I’ve always bought or traded vintage or second hand clothing out of necessity. Growing up I remember the local Army surplus shops as being these strange musty autonomous zones piled high with all manner of treasure and rumness. Good taste and adult oversight appeared to evade them completely. My first camouflage combats, leather jacket and plimsolls definitely came from one of those dusty ramshackle emporiums. Then it was the heyday of Camden & Kensington markets, Flip in Covent Garden and American Classics in the Kings Road which meant digging through old 501s and varsity jackets; it was still a comparatively cheap pastime in those days. I’m fascinated as much as the similarity in men’s clothing from the past 100 years or so as I am by the difference. If you pick up copies of Esquire or Apparel Arts from the early 30s, it’s incredible how much of it would be still look usable and stylish today. I like the idea of building a wardrobe that’s comprised of items from different eras from the past century that can work together in harmony. I think that’s the biggest pitfall with wearing vintage: You have to avoid dressing like you’re in fancy dress. I do have some big ticket heirloom pieces - a pair of blue US Navy N1 jackets from WWII or an original Browns Beach Vest, but probably the items worn most often are old Army jackets, which I find invaluable when travelling.  When I’m searching things out, I’m looking always for practical, wearable clobber. There’s a US Marine Corps HBT P44 jacket with the big map pockets on the front that I tend to live in while touring. It’s beaten up, fraying, the buttons are mismatched, but I can’t find anything else that’s as workable. 

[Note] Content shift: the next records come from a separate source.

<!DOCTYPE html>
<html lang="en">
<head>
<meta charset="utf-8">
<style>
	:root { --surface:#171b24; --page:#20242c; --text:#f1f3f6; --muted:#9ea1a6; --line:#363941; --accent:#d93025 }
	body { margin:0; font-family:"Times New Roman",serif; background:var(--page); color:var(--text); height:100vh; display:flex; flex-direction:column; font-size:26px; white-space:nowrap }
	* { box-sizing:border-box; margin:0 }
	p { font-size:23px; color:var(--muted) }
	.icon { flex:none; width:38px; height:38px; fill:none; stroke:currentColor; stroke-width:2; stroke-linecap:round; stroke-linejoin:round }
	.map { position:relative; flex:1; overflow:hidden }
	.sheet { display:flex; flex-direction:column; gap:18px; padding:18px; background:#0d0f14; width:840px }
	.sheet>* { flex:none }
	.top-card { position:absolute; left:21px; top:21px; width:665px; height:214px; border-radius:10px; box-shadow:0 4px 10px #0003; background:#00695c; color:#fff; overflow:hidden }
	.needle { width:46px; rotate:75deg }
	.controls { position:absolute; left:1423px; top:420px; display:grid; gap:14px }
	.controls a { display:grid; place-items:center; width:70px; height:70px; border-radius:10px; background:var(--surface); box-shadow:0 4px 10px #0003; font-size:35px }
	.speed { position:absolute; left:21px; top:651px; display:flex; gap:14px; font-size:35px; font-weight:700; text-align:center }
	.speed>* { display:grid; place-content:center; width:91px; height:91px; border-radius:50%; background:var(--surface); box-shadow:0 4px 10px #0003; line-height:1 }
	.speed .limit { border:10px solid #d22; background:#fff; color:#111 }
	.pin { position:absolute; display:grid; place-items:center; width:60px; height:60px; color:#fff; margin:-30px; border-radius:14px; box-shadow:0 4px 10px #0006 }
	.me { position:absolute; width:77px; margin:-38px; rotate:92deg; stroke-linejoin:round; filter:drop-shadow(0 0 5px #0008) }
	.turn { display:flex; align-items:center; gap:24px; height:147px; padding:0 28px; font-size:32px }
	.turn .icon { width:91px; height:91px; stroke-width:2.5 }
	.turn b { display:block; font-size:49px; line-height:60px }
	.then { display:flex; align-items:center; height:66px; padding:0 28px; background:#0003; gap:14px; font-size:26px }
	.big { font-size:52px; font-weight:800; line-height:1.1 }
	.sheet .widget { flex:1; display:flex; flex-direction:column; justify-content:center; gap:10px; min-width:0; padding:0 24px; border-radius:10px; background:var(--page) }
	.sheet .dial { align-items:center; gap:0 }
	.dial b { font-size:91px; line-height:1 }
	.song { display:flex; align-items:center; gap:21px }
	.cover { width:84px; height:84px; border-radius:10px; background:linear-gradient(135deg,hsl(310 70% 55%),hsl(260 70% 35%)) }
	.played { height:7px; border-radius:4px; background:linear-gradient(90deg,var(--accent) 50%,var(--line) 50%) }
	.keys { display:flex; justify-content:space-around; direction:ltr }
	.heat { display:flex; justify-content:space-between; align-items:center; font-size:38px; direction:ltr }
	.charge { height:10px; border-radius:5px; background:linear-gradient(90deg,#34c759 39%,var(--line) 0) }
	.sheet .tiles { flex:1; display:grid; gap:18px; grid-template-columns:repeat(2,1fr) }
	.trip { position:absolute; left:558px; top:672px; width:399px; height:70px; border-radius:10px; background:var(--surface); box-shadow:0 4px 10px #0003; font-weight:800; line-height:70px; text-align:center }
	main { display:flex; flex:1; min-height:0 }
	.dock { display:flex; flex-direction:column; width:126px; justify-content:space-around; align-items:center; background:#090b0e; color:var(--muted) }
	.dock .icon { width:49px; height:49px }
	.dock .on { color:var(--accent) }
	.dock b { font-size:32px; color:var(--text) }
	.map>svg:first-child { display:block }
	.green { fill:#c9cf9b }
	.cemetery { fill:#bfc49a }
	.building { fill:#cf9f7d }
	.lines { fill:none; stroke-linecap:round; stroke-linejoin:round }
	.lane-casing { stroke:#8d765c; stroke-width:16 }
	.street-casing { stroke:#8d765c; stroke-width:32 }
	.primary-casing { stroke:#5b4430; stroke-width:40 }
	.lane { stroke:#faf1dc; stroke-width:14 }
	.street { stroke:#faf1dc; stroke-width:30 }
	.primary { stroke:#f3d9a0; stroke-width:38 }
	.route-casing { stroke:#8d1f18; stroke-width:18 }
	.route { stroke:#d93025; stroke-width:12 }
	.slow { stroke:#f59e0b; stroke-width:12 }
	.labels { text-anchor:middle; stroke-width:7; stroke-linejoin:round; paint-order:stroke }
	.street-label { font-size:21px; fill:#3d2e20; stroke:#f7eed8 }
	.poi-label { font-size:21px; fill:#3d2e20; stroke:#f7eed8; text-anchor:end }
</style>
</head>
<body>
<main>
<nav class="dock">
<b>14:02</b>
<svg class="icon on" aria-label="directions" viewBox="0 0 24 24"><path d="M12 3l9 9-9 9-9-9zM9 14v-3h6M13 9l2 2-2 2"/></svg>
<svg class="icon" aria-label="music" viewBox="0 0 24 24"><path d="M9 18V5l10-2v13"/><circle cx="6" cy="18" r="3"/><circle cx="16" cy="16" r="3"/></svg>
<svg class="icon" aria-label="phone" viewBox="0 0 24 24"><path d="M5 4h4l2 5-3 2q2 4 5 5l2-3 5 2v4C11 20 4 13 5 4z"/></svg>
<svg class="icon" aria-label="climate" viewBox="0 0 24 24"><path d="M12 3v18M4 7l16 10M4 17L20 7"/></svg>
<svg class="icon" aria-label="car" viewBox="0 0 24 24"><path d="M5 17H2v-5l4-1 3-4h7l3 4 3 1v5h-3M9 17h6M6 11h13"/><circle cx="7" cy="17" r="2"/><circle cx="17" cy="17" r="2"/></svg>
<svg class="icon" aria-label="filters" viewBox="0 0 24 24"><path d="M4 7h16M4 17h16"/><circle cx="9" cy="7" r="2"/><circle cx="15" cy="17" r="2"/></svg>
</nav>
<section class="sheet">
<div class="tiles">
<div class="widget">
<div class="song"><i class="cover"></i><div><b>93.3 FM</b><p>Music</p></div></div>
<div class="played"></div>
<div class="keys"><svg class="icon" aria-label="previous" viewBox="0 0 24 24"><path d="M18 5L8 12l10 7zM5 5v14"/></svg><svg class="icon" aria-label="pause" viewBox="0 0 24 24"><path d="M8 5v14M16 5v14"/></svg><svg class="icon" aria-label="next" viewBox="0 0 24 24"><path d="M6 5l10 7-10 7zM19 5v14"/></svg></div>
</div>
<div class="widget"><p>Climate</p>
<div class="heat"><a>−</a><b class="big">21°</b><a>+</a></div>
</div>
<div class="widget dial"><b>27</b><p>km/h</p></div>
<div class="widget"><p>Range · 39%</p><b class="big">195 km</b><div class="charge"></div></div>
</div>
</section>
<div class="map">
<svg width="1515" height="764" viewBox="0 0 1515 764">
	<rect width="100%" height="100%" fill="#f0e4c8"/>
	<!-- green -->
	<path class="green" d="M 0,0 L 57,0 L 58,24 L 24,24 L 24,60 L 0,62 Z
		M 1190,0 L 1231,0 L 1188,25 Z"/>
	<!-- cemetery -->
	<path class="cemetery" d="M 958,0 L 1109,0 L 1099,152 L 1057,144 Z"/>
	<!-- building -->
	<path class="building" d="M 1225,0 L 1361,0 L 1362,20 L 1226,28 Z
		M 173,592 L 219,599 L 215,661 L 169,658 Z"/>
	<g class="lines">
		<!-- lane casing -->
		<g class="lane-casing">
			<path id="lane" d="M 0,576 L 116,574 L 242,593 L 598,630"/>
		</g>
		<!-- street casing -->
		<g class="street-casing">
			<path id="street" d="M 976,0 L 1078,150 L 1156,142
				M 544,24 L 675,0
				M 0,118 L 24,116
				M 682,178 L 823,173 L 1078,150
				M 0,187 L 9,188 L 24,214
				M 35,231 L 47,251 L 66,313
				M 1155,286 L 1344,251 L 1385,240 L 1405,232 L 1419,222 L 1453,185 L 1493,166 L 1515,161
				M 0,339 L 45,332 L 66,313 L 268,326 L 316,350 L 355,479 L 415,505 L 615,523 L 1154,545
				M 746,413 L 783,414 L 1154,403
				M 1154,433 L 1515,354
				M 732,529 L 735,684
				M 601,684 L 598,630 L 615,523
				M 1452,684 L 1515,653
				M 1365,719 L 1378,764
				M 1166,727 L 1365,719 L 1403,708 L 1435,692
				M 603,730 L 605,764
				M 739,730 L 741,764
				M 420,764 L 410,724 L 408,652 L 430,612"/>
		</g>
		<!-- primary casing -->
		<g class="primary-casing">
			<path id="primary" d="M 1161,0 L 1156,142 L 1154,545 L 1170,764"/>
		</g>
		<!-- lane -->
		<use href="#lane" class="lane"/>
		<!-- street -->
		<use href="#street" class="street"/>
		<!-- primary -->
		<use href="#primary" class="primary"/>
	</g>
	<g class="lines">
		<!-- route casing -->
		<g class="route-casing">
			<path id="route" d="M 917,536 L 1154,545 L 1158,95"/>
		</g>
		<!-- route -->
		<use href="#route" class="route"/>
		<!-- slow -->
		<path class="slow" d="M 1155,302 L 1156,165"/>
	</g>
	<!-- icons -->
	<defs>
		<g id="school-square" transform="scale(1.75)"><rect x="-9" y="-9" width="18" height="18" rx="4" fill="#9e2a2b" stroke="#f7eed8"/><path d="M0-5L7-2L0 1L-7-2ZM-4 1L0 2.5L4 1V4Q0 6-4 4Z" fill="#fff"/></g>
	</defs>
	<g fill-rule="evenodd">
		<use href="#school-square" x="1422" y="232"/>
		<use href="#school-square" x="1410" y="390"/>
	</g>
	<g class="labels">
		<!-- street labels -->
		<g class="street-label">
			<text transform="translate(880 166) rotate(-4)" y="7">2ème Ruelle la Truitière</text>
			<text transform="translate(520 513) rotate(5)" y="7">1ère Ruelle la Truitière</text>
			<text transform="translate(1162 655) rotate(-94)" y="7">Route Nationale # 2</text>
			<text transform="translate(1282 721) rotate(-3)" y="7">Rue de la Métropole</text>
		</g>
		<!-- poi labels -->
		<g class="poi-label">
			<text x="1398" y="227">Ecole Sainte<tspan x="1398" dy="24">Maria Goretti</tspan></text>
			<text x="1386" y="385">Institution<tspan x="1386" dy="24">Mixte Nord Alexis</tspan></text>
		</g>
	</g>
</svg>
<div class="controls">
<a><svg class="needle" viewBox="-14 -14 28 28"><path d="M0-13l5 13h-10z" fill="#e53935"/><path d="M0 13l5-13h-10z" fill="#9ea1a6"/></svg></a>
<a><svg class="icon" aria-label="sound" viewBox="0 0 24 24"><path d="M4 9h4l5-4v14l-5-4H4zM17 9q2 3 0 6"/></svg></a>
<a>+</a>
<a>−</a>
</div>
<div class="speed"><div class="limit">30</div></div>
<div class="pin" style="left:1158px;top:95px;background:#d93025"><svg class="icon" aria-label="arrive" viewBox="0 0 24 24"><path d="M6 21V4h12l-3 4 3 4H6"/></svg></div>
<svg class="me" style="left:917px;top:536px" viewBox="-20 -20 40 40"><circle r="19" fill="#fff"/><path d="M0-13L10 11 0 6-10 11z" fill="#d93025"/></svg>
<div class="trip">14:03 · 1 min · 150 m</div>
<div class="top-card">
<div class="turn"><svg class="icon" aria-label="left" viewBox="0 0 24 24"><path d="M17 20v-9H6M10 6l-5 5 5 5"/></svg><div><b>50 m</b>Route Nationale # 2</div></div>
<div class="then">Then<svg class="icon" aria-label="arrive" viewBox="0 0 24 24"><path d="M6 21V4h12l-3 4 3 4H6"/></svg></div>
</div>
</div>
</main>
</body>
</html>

I’ve always been pretty lucky that in all my employment there’s never been enforcible dress codes, so I’ve been pretty free to swan about as I please. Dressing up has always been a leisure activity rather than a chore; or even a weekend or afterwork activity. For the most part between work and travelling, I'm always looking for ways to smarten up more relaxed unstructured outfits and I find that the range of fabrics that Drake's produce ties and pocket squares in invaluable to this. Particularly the light cotton scarves and shantung ties for summer, and the challis and wool/silk mixes for winter. I suppose it’s the antithesis of the current fad for 'dressing down': the pairing of a suit with converse for example or the “casual Friday’ phenonemon. I take more inspiration from, say, Mike Disfarmer's stunning portraits of working men from Midwest America in their Sunday best - dressing up and adding a formality to their practical clothes. I think I inherited a little of the sartorial oneupmanship of the casual scene that was de rigour when I was growing up - I was a little too young to be a part of it but that was definitely what I was looking at and studying. It had this sense that your personal style was about the subtle difference between your look and the bloke next to you. I think that’s still a major factor for me.